Constraining the neutrino mass using a multi-tracer combination of two galaxy surveys and CMB lensing

TL;DR

This paper explores how combining 21cm intensity mapping, galaxy surveys, and CMB data can significantly improve constraints on the total neutrino mass, leveraging multi-tracer techniques to reduce cosmic variance.

Contribution

It demonstrates that a multi-tracer approach with upcoming surveys can tighten neutrino mass constraints to below 50 meV without relying on priors.

Findings

Multi-tracer combination reduces neutrino mass uncertainty to ~45 meV.

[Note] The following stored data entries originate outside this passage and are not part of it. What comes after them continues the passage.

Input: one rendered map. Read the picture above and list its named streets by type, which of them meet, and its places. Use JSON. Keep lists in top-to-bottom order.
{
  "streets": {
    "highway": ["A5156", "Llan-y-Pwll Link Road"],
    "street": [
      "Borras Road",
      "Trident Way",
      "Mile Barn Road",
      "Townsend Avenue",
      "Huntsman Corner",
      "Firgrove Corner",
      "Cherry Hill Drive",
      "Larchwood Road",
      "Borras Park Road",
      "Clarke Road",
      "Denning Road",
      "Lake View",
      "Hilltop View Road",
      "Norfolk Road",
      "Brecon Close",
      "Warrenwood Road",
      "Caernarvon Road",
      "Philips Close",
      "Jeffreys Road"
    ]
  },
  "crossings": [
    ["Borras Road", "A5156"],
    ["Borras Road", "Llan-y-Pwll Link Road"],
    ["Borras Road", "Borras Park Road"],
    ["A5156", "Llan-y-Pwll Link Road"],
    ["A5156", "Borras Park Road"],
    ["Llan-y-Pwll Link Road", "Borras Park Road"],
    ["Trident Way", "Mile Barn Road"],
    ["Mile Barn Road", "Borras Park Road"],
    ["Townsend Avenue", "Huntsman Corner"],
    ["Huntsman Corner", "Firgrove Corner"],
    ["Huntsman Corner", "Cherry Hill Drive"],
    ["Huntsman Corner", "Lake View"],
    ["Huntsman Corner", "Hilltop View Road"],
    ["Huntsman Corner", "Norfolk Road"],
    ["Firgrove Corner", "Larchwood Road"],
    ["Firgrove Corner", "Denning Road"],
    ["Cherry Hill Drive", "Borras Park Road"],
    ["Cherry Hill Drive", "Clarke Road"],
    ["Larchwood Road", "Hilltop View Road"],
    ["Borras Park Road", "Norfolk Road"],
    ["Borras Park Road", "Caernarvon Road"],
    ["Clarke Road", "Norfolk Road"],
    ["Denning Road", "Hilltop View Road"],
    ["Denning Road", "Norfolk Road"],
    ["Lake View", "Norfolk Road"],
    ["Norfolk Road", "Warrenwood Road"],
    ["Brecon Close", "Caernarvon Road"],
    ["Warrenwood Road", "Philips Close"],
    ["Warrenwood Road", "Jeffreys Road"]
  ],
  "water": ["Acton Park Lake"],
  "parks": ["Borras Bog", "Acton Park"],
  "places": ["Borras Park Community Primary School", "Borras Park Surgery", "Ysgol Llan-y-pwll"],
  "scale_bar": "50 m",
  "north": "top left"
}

Adding LSST clustering data further improves the constraint to ~12 meV.

Using linear clustering information without priors is sufficient for strong constraints.

Abstract

Measuring the total neutrino mass is one of the most exciting opportunities available with next-generation cosmological data sets. We study the possibility of detecting the total neutrino mass using large-scale clustering in 21cm intensity mapping and photometric galaxy surveys, together with CMB information. We include the scale-dependent halo bias contribution due to the presence of massive neutrinos, and use a multi-tracer analysis in order to reduce cosmic variance. The multi-tracer combination of an SKAO-MID 21cm intensity map with Stage~4 CMB dramatically shrinks the uncertainty on total neutrino mass to $\sigma(M_\nu) \simeq 45\,$meV, using only linear clustering information ($k_{\rm max} = 0.1\, h/$Mpc) and without a prior on optical depth. When we add to the multi-tracer the clustering information expected from LSST, the forecast is $\sigma(M_\nu) \simeq 12\,$meV.